Amref International University promotes modern clean cooking technologies For Health In the Largest Kenyan Informal Settlement
Nairobi, June 16th 2021: Amref International University (AMIU) in partnership with the University of Liverpool, UK launched a project to promote new cooking innovations (enhanced cookware) in Nairobi that could help poor households switch from polluting fuels to clean energy for cooking.
The project is part of the CLEAN-Air(Africa) project (www.cleanairafrica.com) for which both Universities are founding members, and was funded by UK FCDO Modern Energy Cooking Services (MECS) programme.
The project was conducted in one of Kenya’s largest informal settlements in Mukuru kwa Njenga. Two new fuel-efficient pots – the flare pan (Fig.1) and the turbo pot (Fig.2) were tested by 300 cooks against their traditional pots (or ‘sufuria’ in Swahili) to identify potential fuel and cost savings from the revolutionary fuel saving designs of the cooking pots.

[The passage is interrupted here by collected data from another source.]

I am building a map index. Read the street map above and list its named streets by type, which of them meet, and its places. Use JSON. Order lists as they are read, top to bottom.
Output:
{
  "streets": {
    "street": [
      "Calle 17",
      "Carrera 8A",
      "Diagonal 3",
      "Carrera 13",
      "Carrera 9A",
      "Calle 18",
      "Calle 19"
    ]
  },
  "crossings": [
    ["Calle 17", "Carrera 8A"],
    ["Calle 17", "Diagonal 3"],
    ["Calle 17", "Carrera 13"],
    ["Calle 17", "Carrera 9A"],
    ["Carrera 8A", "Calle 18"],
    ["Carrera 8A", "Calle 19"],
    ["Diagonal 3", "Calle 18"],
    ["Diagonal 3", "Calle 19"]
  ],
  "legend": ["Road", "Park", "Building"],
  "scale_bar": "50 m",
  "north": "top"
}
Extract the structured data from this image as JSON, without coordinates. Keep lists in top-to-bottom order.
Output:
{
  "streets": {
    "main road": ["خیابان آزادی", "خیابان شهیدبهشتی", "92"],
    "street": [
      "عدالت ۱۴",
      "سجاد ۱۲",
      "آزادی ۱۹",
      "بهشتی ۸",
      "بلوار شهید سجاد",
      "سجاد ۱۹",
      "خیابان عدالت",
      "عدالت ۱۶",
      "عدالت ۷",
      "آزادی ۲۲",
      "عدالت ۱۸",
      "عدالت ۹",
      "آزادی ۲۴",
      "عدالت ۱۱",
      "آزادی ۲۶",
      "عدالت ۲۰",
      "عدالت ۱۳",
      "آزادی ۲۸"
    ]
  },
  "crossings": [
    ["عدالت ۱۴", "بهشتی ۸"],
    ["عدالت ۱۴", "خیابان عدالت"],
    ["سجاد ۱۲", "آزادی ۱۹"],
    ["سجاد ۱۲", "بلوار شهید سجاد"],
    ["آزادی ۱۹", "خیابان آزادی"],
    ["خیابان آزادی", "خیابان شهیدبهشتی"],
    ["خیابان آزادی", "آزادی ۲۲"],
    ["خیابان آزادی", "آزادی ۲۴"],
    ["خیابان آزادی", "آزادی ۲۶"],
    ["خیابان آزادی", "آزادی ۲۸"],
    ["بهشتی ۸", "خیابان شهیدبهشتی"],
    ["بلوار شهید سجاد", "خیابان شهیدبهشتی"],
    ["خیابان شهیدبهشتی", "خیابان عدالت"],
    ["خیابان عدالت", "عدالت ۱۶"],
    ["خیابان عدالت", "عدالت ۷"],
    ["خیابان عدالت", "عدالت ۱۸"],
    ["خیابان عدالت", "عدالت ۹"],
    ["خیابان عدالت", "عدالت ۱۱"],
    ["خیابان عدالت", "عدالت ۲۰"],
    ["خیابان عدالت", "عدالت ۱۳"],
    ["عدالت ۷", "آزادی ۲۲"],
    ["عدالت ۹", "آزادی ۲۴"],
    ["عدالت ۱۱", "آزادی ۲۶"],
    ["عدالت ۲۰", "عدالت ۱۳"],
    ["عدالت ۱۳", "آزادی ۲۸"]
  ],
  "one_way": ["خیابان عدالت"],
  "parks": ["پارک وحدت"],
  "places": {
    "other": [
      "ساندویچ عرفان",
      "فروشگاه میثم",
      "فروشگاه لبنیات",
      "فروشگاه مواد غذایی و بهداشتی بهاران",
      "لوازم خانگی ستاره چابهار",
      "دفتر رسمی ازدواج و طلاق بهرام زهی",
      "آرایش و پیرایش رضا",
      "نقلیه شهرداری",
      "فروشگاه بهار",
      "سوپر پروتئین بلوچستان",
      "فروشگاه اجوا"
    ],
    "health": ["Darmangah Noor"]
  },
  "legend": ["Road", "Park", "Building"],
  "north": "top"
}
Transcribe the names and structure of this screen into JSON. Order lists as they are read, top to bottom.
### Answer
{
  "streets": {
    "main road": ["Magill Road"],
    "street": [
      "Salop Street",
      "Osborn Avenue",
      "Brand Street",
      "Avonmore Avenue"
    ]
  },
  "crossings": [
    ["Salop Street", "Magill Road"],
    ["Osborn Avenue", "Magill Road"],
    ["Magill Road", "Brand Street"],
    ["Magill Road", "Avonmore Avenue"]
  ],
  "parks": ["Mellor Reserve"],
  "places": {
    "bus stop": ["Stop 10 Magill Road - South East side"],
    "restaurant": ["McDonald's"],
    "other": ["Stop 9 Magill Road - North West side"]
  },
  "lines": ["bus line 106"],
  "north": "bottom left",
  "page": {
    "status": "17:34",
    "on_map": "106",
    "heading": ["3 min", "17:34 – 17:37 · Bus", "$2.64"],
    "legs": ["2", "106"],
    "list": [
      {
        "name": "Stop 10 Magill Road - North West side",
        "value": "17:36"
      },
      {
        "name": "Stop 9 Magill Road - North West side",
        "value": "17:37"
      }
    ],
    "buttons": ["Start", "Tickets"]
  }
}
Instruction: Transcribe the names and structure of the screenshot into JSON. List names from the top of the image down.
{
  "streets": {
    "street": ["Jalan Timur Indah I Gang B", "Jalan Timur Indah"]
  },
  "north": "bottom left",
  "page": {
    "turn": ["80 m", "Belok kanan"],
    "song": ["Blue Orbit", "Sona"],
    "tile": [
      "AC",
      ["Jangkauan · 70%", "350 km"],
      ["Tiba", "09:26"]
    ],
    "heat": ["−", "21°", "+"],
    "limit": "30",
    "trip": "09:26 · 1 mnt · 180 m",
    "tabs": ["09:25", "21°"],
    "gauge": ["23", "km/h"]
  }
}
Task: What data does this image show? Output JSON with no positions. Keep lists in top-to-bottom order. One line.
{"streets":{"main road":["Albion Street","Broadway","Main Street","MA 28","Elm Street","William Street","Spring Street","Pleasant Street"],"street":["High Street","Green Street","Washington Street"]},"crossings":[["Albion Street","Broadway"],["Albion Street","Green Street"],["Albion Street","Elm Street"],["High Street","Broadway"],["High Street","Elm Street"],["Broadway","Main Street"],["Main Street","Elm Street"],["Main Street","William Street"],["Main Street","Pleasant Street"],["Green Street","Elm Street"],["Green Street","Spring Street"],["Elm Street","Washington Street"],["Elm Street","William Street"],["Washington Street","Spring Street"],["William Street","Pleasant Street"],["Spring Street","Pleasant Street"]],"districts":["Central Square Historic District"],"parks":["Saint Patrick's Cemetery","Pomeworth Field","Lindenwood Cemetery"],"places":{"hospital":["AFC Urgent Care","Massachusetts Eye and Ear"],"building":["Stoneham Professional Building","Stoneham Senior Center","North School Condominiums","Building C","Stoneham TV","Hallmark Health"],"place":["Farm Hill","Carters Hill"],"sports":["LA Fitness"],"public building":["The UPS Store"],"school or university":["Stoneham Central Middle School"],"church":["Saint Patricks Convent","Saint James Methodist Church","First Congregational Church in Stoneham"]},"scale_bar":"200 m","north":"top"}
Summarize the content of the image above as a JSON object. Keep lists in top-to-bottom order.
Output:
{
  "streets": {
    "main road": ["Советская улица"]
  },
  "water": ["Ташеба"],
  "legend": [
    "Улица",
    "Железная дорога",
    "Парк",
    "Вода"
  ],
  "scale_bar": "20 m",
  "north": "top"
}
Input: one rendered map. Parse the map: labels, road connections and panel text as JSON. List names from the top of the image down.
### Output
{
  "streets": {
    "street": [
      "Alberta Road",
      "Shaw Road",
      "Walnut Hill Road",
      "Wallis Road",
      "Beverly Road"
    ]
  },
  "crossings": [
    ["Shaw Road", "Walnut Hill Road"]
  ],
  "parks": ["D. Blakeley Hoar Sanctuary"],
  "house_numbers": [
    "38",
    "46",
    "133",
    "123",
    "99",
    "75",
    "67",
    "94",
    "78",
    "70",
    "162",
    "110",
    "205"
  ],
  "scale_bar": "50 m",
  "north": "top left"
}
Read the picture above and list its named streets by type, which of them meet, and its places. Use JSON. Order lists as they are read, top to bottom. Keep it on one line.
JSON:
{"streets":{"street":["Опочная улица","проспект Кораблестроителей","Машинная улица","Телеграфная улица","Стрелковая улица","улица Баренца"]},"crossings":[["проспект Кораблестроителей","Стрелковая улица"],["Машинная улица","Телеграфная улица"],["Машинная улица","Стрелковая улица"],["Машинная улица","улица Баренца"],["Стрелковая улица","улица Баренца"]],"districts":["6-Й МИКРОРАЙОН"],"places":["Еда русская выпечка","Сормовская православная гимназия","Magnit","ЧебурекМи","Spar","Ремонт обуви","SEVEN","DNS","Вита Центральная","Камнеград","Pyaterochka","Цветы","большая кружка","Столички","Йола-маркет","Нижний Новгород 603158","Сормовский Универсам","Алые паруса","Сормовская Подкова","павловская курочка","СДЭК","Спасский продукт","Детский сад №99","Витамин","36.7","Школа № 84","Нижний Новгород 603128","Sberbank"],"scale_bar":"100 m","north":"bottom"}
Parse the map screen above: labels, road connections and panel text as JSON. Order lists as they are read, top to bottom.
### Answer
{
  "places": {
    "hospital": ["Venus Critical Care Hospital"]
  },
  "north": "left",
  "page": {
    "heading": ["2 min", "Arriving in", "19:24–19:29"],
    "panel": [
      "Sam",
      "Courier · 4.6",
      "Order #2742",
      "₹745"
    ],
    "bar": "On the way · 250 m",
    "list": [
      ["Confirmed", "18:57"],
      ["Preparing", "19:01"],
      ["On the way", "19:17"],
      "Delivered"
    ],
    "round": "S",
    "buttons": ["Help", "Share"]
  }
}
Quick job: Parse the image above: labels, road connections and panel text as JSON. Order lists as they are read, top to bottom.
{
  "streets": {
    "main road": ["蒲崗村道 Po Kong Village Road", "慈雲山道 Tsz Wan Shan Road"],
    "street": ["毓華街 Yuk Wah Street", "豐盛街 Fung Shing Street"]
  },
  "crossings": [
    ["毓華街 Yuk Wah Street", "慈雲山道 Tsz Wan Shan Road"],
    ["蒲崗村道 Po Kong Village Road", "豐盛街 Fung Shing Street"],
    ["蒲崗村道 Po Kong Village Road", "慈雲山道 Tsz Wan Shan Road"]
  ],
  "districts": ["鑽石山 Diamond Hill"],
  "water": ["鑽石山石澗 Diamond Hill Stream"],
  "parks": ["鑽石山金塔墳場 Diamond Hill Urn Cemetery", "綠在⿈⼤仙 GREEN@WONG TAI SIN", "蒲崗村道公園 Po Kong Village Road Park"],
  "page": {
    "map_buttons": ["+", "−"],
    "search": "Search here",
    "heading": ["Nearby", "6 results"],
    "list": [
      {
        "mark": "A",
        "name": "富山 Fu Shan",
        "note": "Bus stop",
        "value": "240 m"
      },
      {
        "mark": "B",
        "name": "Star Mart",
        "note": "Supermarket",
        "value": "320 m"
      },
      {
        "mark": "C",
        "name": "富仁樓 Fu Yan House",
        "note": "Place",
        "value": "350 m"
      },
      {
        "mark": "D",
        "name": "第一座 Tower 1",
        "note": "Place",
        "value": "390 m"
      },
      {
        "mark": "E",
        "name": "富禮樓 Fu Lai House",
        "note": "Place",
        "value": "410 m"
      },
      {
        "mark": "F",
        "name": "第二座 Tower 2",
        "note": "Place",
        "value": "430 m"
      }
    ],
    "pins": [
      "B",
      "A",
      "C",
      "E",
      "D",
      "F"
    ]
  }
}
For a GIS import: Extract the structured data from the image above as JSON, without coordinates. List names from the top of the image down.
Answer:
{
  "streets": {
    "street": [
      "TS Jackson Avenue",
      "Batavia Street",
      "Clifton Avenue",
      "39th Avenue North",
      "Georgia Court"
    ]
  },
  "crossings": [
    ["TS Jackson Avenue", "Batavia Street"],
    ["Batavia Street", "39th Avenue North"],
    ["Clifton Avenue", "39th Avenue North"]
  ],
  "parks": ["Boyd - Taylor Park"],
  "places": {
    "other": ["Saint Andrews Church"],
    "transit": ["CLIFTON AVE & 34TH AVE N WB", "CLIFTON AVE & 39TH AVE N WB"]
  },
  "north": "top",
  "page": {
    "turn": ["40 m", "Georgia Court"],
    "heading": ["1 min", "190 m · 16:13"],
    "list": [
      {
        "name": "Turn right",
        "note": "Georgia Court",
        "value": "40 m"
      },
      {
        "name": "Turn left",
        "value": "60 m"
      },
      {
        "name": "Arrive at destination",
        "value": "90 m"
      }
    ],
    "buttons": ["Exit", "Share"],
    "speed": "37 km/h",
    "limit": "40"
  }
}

Dr James Mwitari, the Kenyan lead of the project, commented: “Each pot has the potential to save both time and fuel during cooking, encouraging households to displace concurrent use of polluting fuels such as wood and charcoal.” This so-called ‘fuel stacking’ leads to high levels of health damaging ‘household air pollution’ even in households that have access to clean gas for cooking.
This air pollution is causally related to disease and mortality in African settings reliant on these solid fuels (e.g. firewood or charcoal) and particularly affects women and children due to traditional domestic roles. In Kenya alone, 23,000 premature deaths annually are associated with this cooking smoke.
The project which came to an end on 30th May 2021 gave an opportunity for the participants to tests the pots. All participants were entered into a raffle to receive either one of the intervention pots or a brand new sufuria pot in appreciation of their participation in the project.
The project received a lot of positive attention from both participants and the wider community with interest expressed by residents for acquisition of the new pots outside the project. Dr Mwitari reported: “The pots were well liked by the community with some excellent feedback on their potential to save fuel. In fact, we have been approached by a number of people asking where they can buy them.”